One figure is the whole answer: the number of lines below that contain the word "setLineDash".

[Saved entries]
· · · · · · ·

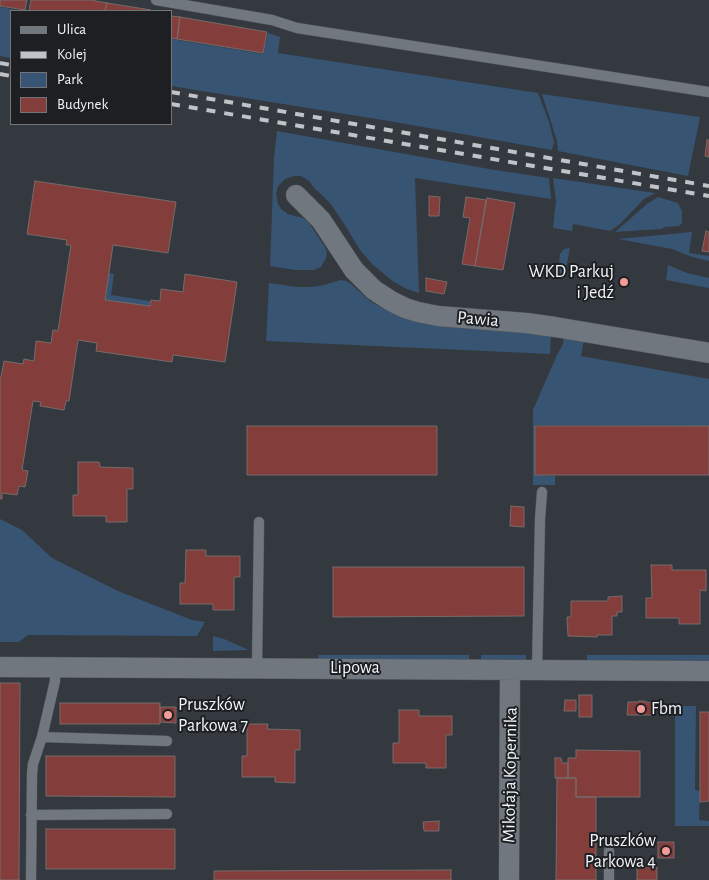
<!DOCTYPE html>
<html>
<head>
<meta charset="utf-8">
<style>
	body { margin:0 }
	#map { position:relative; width:709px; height:880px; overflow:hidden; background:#33393f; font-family:"Alegreya Sans",sans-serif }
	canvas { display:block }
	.legend { position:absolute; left:10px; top:10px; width:162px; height:115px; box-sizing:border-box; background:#1d1f22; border:1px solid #727578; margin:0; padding:6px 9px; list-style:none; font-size:15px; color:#f1f5f9 }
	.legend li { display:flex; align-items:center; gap:10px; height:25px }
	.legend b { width:25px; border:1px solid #727578 }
</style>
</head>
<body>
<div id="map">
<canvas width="709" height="880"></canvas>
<ul class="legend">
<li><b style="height:6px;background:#71777e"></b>Ulica</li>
<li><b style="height:6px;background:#c0c4c9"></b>Kolej</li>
<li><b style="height:14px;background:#385473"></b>Park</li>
<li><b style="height:14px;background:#833e3c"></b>Budynek</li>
</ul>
</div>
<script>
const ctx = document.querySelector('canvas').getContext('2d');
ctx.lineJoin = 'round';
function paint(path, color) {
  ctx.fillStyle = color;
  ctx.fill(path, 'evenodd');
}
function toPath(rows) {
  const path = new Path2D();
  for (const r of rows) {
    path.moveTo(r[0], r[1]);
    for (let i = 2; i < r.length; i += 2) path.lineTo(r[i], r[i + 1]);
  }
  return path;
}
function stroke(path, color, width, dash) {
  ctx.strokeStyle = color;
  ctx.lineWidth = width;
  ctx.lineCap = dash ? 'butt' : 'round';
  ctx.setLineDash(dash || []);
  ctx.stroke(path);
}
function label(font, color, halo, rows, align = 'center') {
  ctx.font = font + ' "Alegreya Sans",sans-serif';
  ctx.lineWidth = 4;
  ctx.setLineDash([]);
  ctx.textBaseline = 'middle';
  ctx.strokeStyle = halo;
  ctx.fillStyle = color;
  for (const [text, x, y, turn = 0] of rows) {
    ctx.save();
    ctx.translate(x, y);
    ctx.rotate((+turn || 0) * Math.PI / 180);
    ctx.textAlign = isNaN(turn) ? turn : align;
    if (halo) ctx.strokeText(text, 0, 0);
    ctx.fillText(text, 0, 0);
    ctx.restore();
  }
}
paint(toPath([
	[0,7,21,11,11,11,11,58,0,56],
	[268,33,280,37,278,53,538,93,549,122,554,142,552,150,389,121,171,86,171,39,263,54],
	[542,94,700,117,688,176,558,151,557,141],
	[277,131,495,170,549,178,551,199,415,178,419,293,407,289,394,282,372,264,360,250,343,222,330,203,322,195,315,189,309,181,301,176,294,176,285,179,278,186,276,194,278,204,281,209,288,214,303,218,309,223,325,247,327,252,326,258,321,267,314,270,295,270,270,266,274,158],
	[553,178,655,193,644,199,620,224,610,231,573,224,572,231,553,228,556,201],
	[658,197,678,203,682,211,682,223,679,226,665,227,661,229,615,232,647,204],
	[692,232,689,253,709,256,709,261,692,257,672,249,618,239],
	[570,248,564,279,561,278,558,274,560,254,564,249],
	[668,265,687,273,709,278,709,288,666,280],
	[109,273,114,274,111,295,150,301,150,306,105,300],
	[340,280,346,281,351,284,370,301,386,310,398,316,418,322,432,325,525,332,551,335,550,354,266,341,269,283,297,287,311,287,324,285],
	[564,337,584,340,581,356,709,379,709,426,535,425,535,475,555,476,555,485,533,485,533,410,557,355,563,344],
	[0,519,22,530,52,558,118,591,192,620,205,622,197,636,28,635,19,642,0,642],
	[213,636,224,639,249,650,213,651],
	[318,655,469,655,469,659,318,659],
	[481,655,526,655,526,660,481,659],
	[587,655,709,655,709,661,587,660],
	[675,706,696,706,695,790,700,791,699,820,709,821,709,826,675,826]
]), '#385473');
const building = toPath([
	[0,0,27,0,25,10,0,6,0,0],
	[31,0,91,0,107,3,105,11,29,11,31,0],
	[107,3,151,10,150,11,105,11,107,3],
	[171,16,180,17,177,39,171,38,171,16],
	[180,17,267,32,263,53,177,39,180,17],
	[707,140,709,140,709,157,705,156,707,140],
	[35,181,176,202,168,253,113,245,105,300,150,306,151,300,160,301,161,289,183,292,185,274,237,282,225,362,173,355,172,362,96,351,97,343,78,340,69,401,66,401,64,410,40,406,41,402,33,401,22,470,28,471,25,487,19,486,17,495,2,493,2,499,0,499,0,377,1,377,4,361,23,364,24,359,34,361,36,341,51,343,53,330,58,331,71,245,66,245,67,240,27,234,35,181],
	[429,196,440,197,439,216,429,216,429,196],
	[466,197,486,200,475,266,462,264,470,218,463,217,466,197],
	[487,198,515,203,503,270,475,266,487,198],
	[706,231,709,232,709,252,702,251,706,231],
	[426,278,447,282,444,294,426,291,426,278],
	[247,426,437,426,437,475,247,475,247,426],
	[535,426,709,426,709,475,535,475,535,426],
	[78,462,99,462,100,467,133,468,133,489,127,489,127,522,106,522,106,516,73,516,73,495,78,495,78,462],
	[511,506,524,507,524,527,510,526,511,506],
	[186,550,206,550,206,556,240,556,240,577,234,577,234,610,213,610,213,604,180,604,180,583,185,583,186,550],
	[651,565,672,565,672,570,706,570,706,591,700,590,700,624,679,624,679,618,646,618,646,598,652,598,651,565],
	[333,567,524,567,524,616,333,617,333,567],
	[622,596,622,612,617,612,617,616,612,616,612,635,597,635,597,637,568,636,567,617,571,617,571,601,608,601,608,597,622,596],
	[0,683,20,683,19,880,0,880,0,683],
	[579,695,592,695,592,717,579,717,579,695],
	[565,700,576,700,576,711,564,711,565,700],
	[639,701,645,701,645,702,654,703,654,715,627,715,628,702,639,702,639,701],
	[60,703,160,703,160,724,60,724,60,703],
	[160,707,176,707,176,723,160,722,160,707],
	[399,710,419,710,419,716,452,716,452,735,446,735,446,768,426,768,426,763,393,763,393,743,399,743,399,710],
	[700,712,709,712,709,801,700,802,700,712],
	[247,724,268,724,267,729,300,730,300,750,295,750,295,783,275,782,275,777,242,777,242,756,247,756,247,724],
	[576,750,640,751,640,797,576,797,576,778,568,778,568,758,576,758,576,750],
	[46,756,175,756,175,797,46,796,46,756],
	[555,758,561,758,562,763,568,763,568,778,555,778,555,758],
	[557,778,576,778,576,797,596,797,596,880,556,880,557,778],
	[439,821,439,831,424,831,423,822,439,821],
	[46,829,175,829,175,869,46,869,46,829],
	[658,842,674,842,674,858,658,858,658,842],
	[637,867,657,867,657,880,637,880,637,867],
	[451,870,451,880,214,880,214,871,451,870]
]);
paint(building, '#833e3c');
stroke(building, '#766b6a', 1);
const service = toPath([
	[156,0,272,20,297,28,709,92],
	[257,669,259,522],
	[537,670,540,519,542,492],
	[42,737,55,681,55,667],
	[31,815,167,814],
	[609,851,609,880],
	[31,880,32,774,33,764,42,737,167,741]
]);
const minor = toPath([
	[296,195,321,220,354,270,374,290,391,301,405,308,418,312,438,316,526,323,555,327,709,353],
	[0,667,709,671],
	[509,880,510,670]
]);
stroke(service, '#53575d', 11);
stroke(minor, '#53575d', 21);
stroke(service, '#71777e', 10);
stroke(minor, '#71777e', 20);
stroke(toPath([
	[0,63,11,65],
	[0,74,11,76],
	[171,92,709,186],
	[171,104,709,196]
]), '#c0c4c9', 4, [9, 9]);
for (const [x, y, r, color] of [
	[624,282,5,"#f59b97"],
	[641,709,5,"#f59b97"],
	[168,715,5,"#f59b97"],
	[666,851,5,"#f59b97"]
]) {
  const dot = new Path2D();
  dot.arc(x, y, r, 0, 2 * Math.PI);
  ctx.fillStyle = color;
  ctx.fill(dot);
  stroke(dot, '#1d1f22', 2);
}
label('18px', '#f1f5f9', '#1d1f22', [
	["WKD Parkuj",614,272],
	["i Jedź",614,293],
	["Pruszków",178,705,"left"],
	["Parkowa 7",178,726,"left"],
	["Fbm",651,709,"left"],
	["Pruszków",656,841],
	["Parkowa 4",656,862]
], 'right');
label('18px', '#f1f5f9', '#1d1f22', [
	["Pawia",478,319,5],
	["Lipowa",355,668],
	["Mikołaja Kopernika",510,775,-89]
]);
</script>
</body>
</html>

· · · · · · ·

▶ _Solution for this exercise_: 2